Saturday, September 15, 2007

Blowed over

I was one of those silly people who turn their noses up at 20-20 cricket. I mean you know those usually gripes. Too bachha, all flash no technique, just a cynical little commercial idea and all that. Well then yesterday happened. And I don’t know if all the same arguments still hold good - right now I don’t care. Last night was kutthe ke maze.

The campaigners of 20-20 could not have had it better if they had staged it! Hell, what fun it was. Imagine an India-Pakistan match in the first major international tournament ending in a tie and then going on to be decided in the crazily football-like bowl-out. Like they once famously asked- who writes these scripts?

I don’t know if I was giggling so much because of the relief of India’s making it to the next round, or because it was late and I was possibly in some yet undiscovered sleep zone, or because Sehwag’s giggles were infectious.

We were watching (I think) the first ever bowl-out in the history of the game and nobody quite knew what to do. Both teams were transformed into sets of silly school boys both embarrassed and excited at the same time. But this bowl-out thing is really the silliest thing you ever saw and terribly fun.
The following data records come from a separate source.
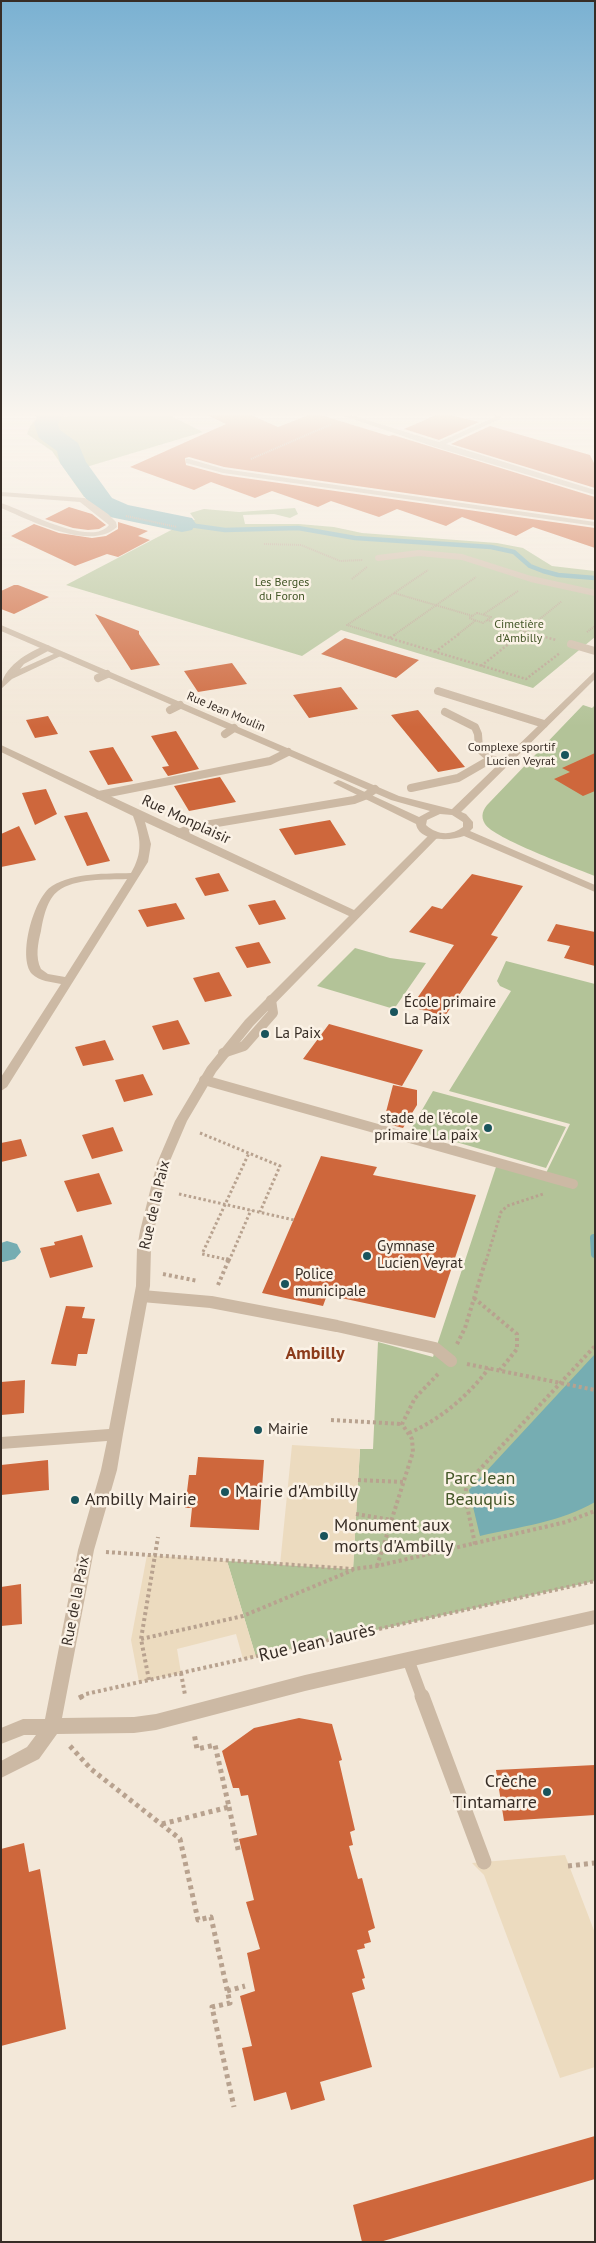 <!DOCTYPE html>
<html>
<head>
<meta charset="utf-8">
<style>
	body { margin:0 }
	#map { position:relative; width:596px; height:2243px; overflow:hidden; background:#f3e8d9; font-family:"PT Sans",sans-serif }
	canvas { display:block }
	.frame { position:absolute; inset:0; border:2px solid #372d26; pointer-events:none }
</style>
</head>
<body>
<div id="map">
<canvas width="596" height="2243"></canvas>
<div class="frame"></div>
</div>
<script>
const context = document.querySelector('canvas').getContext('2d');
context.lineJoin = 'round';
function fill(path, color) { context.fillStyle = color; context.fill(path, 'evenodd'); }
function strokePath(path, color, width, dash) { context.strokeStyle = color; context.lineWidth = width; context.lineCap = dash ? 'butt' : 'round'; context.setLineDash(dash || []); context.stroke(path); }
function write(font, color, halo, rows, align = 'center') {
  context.font = font + ' "PT Sans",sans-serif'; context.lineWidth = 5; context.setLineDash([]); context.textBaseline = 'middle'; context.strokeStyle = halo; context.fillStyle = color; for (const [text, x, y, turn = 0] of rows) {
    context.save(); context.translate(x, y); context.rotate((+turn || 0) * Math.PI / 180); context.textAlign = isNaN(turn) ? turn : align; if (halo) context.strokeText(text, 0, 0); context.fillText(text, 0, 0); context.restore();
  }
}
const green = new Path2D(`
	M50,413h7l7,4 16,-4h85l38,19 -120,36 -8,-21 -23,-17v-8l4,-4z
	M40,415l1,19 17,9 7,7 2,14 31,39 13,8 -10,-1 -11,-13h-6l-32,-46 -25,-17 3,-8z
	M295,508l3,6 -8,4 -16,-4 -31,1 2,9h54l35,3 28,6 135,10 26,5 29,18 43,5v66l-62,51 -192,-58 -39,26 -236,-71 111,-58 5,-9 13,2 -5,-7 14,-4 35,3z
	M583,705l9,3 3,-3v171c-20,-8 -102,-38 -110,-52 -5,-8 -2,-15 4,-21z
	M355,948l35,10 36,5 -32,46 -77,-23z
	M506,961l89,23v597l-339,76 -29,-96 126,8 7,-120h13l5,-107 55,15 63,-190 50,6 24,-49 -121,-33 62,-100 -11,-5 -3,-5z
	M433,1091l133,36 -20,41 -135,-39z`);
const plaza = new Path2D(`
	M292,1445l68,4 -7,120 -73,-4z
	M147,1555l80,6 29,96 -13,2 -7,-25 -59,15 4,24 -42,9 -8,-42z
	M565,1855l30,78v134l-35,11 -76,-203 -12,-12z`);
const water = new Path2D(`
	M7,1241l10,3 4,8 -6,7 -12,3h-2v-19z
	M595,1354v148c-34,20 -77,25 -115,34l-11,-46z`);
const streamFar1 = new Path2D(`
	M182,524l43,6 73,-2 57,10 136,9 23,5 16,14 13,5 15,4 37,3`);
const stream = new Path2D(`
	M594,1238l1,16`);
const river = new Path2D(`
	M34,413h25l3,4 -4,7 2,6 18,13 8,19 26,36 16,7 64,13 4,6 -4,6 -10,2 -72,-15 -16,-7 -34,-47 -3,-12 -18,-13 -5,-14 3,-6z`);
const building = new Path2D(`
	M203,413h43l32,14 36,-14 75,23 4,-1 202,62v23l-371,-53 -35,-10 -4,1 1,7 37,10 372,53v20l-62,-21 -17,9 -54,-19 -16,9 -49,-17 -18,8 -48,-16 -13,6 -46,-16 -17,7 -44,-16 -17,8 -64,-23 96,-43z
	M441,413l38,9 -40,18 -35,-11z
	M490,426l100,29 5,10v23l-144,-44z
	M69,507l23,7 14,11 -7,4 -11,1 -15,-2 -28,-9z
	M118,522l30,9 -10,5 12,4 -32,17 -11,-3 -32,12 -64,-30 23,-12 25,9 33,5 14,-2 12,-7z
	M14,585h4l31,12 -35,17 -13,-5v-18z
	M95,614l44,17v3l21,31 -29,5z
	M345,638l74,22 -23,18 -75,-24z
	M232,663l15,21 -49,8 -14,-21z
	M341,687l17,22 -49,9 -16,-23z
	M418,710l47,57 -27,5 -47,-57z
	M48,716l10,18 -23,4 -9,-18z
	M176,731l23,38 -31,7 -6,-9 7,-1 -18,-30z
	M113,747l20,34 -25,4 -19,-34z
	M595,753v38l-12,5 -29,-17 16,-7 -8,-4z
	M220,777l16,25 -47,9 -15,-25z
	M46,789l11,25 -22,11 -13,-32z
	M87,812l23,49 -23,5 -23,-50z
	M330,820l16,25 -51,10 -16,-26z
	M19,826l17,34 -35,7v-33z
	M219,873l10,18 -24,5 -10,-18z
	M472,874l51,12 -32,49 7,2 -53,79 -34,-9 43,-62 -45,-13 23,-26 10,3z
	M275,900l11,19 -27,6 -11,-20z
	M176,903l9,16 -38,8 -9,-17z
	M556,924l39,8v34l-31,-8 6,-12 -23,-5z
	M259,942l12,21 -24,5 -12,-21z
	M219,972l13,24 -27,6 -12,-24z
	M178,1020l12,24 -27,6 -11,-24z
	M329,1024l94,26 -21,36 -99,-27z
	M105,1040l9,20 -31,6 -8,-19z
	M143,1074l10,21 -29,7 -9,-22z
	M393,1085l24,5v15l-14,23 -23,-6 6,-10z
	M113,1127l10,24 -31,8 -10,-24z
	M21,1139l6,17 -26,6v-19z
	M321,1156l56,11 -4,8 103,20 -41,123 -108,-23 -4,11 -61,-13z
	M99,1173l13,31 -35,8 -13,-31z
	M82,1235l11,32 -43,11 -10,-30 15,-3 -1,-3z
	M66,1306l19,1 -3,11 13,1 -8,35h-9l-2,12 -25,-2z
	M25,1380l-1,33 -23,2v-33z
	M198,1457l66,3 -5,70 -69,-3 2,-19h-7l4,-33h7z
	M48,1460l1,30 -48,5v-30z
	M21,1584l1,40 -21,2v-39z
	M299,1718l33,6 10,36 -3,1 16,69 -5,2 3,13 -4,1 9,33 4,-1 13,50 -7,3 3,11 -7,2 1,4 -8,2 8,28 -3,1 3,10 -13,4 20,74 -52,15 5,18 -34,10 -5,-18 -32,9 -12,-53 10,-2 -12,-50 15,-5 -8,-38 13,-4 -14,-47 8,-2 -15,-61 18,-4 -9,-40 -7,1 -2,-8h-6l-11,-37 32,-23z
	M595,1765v50l-91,6 -8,-51z
	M24,1843l5,29 11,-3 26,160 -65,17v-197z
	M595,2136v43l-215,63h-18l-9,-37z`);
const pathFar4 = new Path2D(`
	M251,459l81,-35
	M126,516l51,11
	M264,544l37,1 39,16 23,-1
	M352,579l15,-12
	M394,593l79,23
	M477,613l14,4 -8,6 -14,-5z
	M484,614l34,-23
	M487,620l51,15
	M587,632l8,-6
	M380,635l-33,-10 81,-55
	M394,635l82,-58
	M457,635l18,-14
	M520,635l42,-34`);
const pathFar3 = new Path2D(`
	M376,634l150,45 34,-26
	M534,634l22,6
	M390,638l6,-4
	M435,652l24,-18
	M481,666l40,-32`);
const pathFar2 = new Path2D(`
	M200,1133l80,33 -20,46
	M179,1194l115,26
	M229,1260l-27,-6 47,-101
	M229,1261l22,-51
	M486,1261l15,-49 6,-6 36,-12`);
const pathFar1 = new Path2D(`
	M226,1259l3,1
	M163,1274l35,7
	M218,1285l11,-26
	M474,1298l43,36v15l-17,21
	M457,1344l8,-16 21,-69
	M467,1364l128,26
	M331,1420l71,4
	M409,1433c32,-14 59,-37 80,-65
	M358,1480l45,2
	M356,1514l35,6
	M475,1544l-10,-48 2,-13 128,-137
	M106,1552l247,17 24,-3 189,-44 29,-11
	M377,1566l36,-114 -1,-13 -10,-15 13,-26 23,-24
	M141,1639l102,-23 110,-46
	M181,1673l4,22
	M149,1680l-8,-41 17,-102
	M81,1697l5,-3 509,-113`);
const path = new Path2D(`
	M79,1698l4,-2
	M70,1746l21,23 89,70 18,81 13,-3 19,86 -18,4 22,100
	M229,1807l10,47
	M162,1824l67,-17 -14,-62 -18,4 -3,-16
	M568,1866l27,-3
	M227,1991l18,-5`);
const serviceFar4 = new Path2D(`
	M378,558l41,-5 43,4 69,22 64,14`);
const serviceFar3 = new Path2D(`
	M571,644l24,7
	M98,678l9,-4
	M438,691l106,33
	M170,710l10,-5
	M445,712l30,15 3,7 1,15 12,10 14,4
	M225,734l9,-6
	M411,788l47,-10 33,-19
	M99,795l171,-34 18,-9
	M179,833l14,-6 161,-27 13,-5 8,-6`);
const serviceFar2 = new Path2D(`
	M223,1053l21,-7 29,-33 -2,-13
	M204,1080l369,104`);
const serviceFar1 = new Path2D(`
	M142,1296l69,6 126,24 98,22 16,13
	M408,1659l14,38`);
const service = new Path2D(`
	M422,1696l62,166`);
const minor = new Path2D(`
	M335,413h9l95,29 56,-25 1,-4h6l-2,6 -54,25 149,46v5l-160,-48z
	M189,459l35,10 371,53v4l-372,-53 -37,-10v-4z
	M1,492l84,6 23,16 8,8 1,5c-27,25 -87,-7 -116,-19v-5c23,7 90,45 108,22l-29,-23 -79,-6z
	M47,645l3,1v4l-26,14 -4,5 38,-17 7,2 -53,25 -11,10c0,-21 28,-38 46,-44z
	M595,671v8l-136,135h-8v-4z
	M1,745l353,165 77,-77h8l1,2 -187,191 -37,46 -29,49 -18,42 -15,68 -3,17 -1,38 -27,148 -6,36 -23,80 -32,168 72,-1 22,-3 149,-39 290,-65v14l-290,67 -149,39 -22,3 -77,1 -18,25 -38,19v-17l26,-14 9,-12h-12l-23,9v-16l22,-9h22l33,-169 23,-80 6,-29 -106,8v-12l108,-8 27,-143 1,-38 3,-17 17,-68 18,-42 32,-54 38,-47 104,-104 -204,-94 6,22 -3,18 -141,225 -6,4v-14l60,-93c-10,-2 -22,-3 -29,-10 -15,-17 2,-77 20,-88 23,-14 54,-12 79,-13 12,-20 10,-36 2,-57l-132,-64zM127,879l-62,98 -17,-3 -7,-5c-6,-12 -3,-26 0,-38 2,-12 6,-32 17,-40 17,-13 48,-11 69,-12z`);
const tertiary = new Path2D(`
	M1,625l398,171 60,15 7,3 7,8v6l-3,3 125,54v7l-131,-56c-14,5 -45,6 -48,-12l-83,-41 5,-3 3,1 78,36 11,-6 -39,-11 -390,-169zM440,814l12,1 11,7v5c-12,9 -26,8 -37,-2l1,-5z`);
const markers = [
	[565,755,5,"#19545c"],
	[394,1012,5,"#19545c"],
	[265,1034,5,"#19545c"],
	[488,1128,5,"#19545c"],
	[367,1256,5,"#19545c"],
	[285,1284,5,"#19545c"],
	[258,1430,5,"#19545c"],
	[225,1492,5,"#19545c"],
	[75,1500,5,"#19545c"],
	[324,1536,5,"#19545c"],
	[547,1792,5,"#19545c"]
];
const farParknames = [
	["Les Berges",282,583],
	["du Foron",282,597],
	["Cimetière",519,625],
	["d'Ambilly",519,639]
];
const farStreetnames = [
	["Rue Jean Moulin",226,712,23]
];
const farPoinames = [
	["Complexe sportif",555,748],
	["Lucien Veyrat",555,762]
];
const streetNames = [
	["Rue Monplaisir",186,820,25],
	["Rue de la Paix",155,1205,-77],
	["Rue de la Paix",76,1601,-79]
];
const poiNames = [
	["École primaire",404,1003],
	["La Paix",404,1020],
	["La Paix",275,1034],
	["stade de l'école",478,1119,"right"],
	["primaire La paix",478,1136,"right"],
	["Gymnase",377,1247],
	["Lucien Veyrat",377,1264],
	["Police",295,1275],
	["municipale",295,1292],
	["Mairie",268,1430]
];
const quarterNames = [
	["Ambilly",315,1354]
];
const nearParknames = [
	["Parc Jean",480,1479],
	["Beauquis",480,1500]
];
const nearPoinames = [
	["Mairie d'Ambilly",235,1492],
	["Ambilly Mairie",85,1500],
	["Monument aux",334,1526],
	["morts d'Ambilly",334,1547],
	["Crèche",537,1782,"right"],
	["Tintamarre",537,1803,"right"]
];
const nearStreetnames = [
	["Rue Jean Jaurès",317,1643,-13]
];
fill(green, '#b3c398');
fill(plaza, '#ecdbbf');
fill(water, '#76adb2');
strokePath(streamFar1, '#76adb2', 4.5);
strokePath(stream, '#76adb2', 8);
fill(river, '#76adb2');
fill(building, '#ce673c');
strokePath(pathFar4, '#b8a28f', 2, [1, 1]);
strokePath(pathFar3, '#b8a28f', 2.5, [2, 2]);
strokePath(pathFar2, '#b8a28f', 3, [2.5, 2.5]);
strokePath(pathFar1, '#b8a28f', 4, [3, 3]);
strokePath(path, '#b8a28f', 5, [4, 4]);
strokePath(serviceFar4, '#ccb9a4', 6);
strokePath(serviceFar3, '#ccb9a4', 8);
strokePath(serviceFar2, '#ccb9a4', 10);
strokePath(serviceFar1, '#ccb9a4', 12);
strokePath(service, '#ccb9a4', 15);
fill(minor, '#ccb9a4');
fill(tertiary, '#ccb9a4');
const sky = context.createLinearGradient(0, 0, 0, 727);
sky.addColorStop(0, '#7ab1d2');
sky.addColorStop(0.57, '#faf5ee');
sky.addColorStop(1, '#faf5ee00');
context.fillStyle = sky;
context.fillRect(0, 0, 596, 727);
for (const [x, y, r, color] of markers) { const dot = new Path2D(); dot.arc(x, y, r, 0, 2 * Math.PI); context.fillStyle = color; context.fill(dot); strokePath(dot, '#fbf2e6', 2); }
write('12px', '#445728', '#fbf2e6', farParknames);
write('12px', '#372d26', '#fbf2e6', farStreetnames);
write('12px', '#372d26', '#fbf2e6', farPoinames, 'right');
write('15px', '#372d26', '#fbf2e6', streetNames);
write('15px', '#372d26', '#fbf2e6', poiNames, 'left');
write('bold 18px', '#8c3b1a', '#fbf2e6', quarterNames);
write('18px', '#445728', '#fbf2e6', nearParknames);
write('18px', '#372d26', '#fbf2e6', nearPoinames, 'left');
write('18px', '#372d26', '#fbf2e6', nearStreetnames);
</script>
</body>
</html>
All round too this tournament is turning out to be hugely exciting, spectacular fielding, fabulous batting, and desperate bowler-batsman clashes. Aha! Fun, fun, fun!

I don’t think that 20-20 is going to wipe out or even diminish the other forms or anything dismal like that. I reckon its going to spill a flood of options and we’ll have it all the better for that.

Whatever, I am game!

Thursday, September 13, 2007

In the shadow of the crib



Dramatic sounding title and all, what?

The picture was taken in bright afternoon light and had such stark shadows that it was not to be resisted.












Sunita had just come to fetch it after work and I had to quickly take a few shots before she took it away. It must have been a long day for her but she waited patiently, indulgently even, as I took the pictures. She understood, I think, something of the sentimentality that had me going.

In fact I fancy that it stuck us both similarly when she helped me bring it down from the attic yesterday. Big, heavy, strongly wrought, old fading green – it weighed oddly of memories as we manoeuvred it out of the narrow attic door. It came down with pipes and cartons and old furniture. All to be sold for scrap. But we did not know what to do with the cradle. Sending it back to the attic, for another twenty something years, to be decided about later? Too foolish to be considered. Fortunately Sunita took a fancy for it. She has no immediate use of it – her own daughter is only sixteen, but she couldn’t resist it. It was that kind of cradle.


Objects do record life, you know. Some more than others, perhaps. A cradle, I think would do this more vividly than most. Emotions around a cradle are sharper, more lucid and somehow… universal. Joy, anxiety, pride, sleep. All basic, all intense. This cradle of my childhood told of all this and also of peace. For itself it proclaimed a solid dependability. It was a happy cradle.

My mother tells us it has rocked three generations of babies in our family and the first to own it is over seventy now.

But attics have got to be cleared. And overlarge wrought-iron cradles have got to go. But I am glad that it hasn’t gone to the Kabadiwala’s just yet. Its inheritance of impressions won’t be broken down to scrap just yet. Its good that the cradle managed to convince Sunita to take it home with her.